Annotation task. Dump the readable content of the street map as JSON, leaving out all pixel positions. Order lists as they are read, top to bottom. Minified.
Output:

---

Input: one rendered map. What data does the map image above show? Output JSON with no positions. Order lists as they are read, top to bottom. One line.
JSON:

*EXERCISE DIRECTIONS:* Locate all lines in the listing above with the word "lists". Copy them.

*COMPLETED TASK:*
Annotation task. Dump the readable content of the street map as JSON, leaving out all pixel positions. Order lists as they are read, top to bottom. Minified.
Input: one rendered map. What data does the map image above show? Output JSON with no positions. Order lists as they are read, top to bottom. One line.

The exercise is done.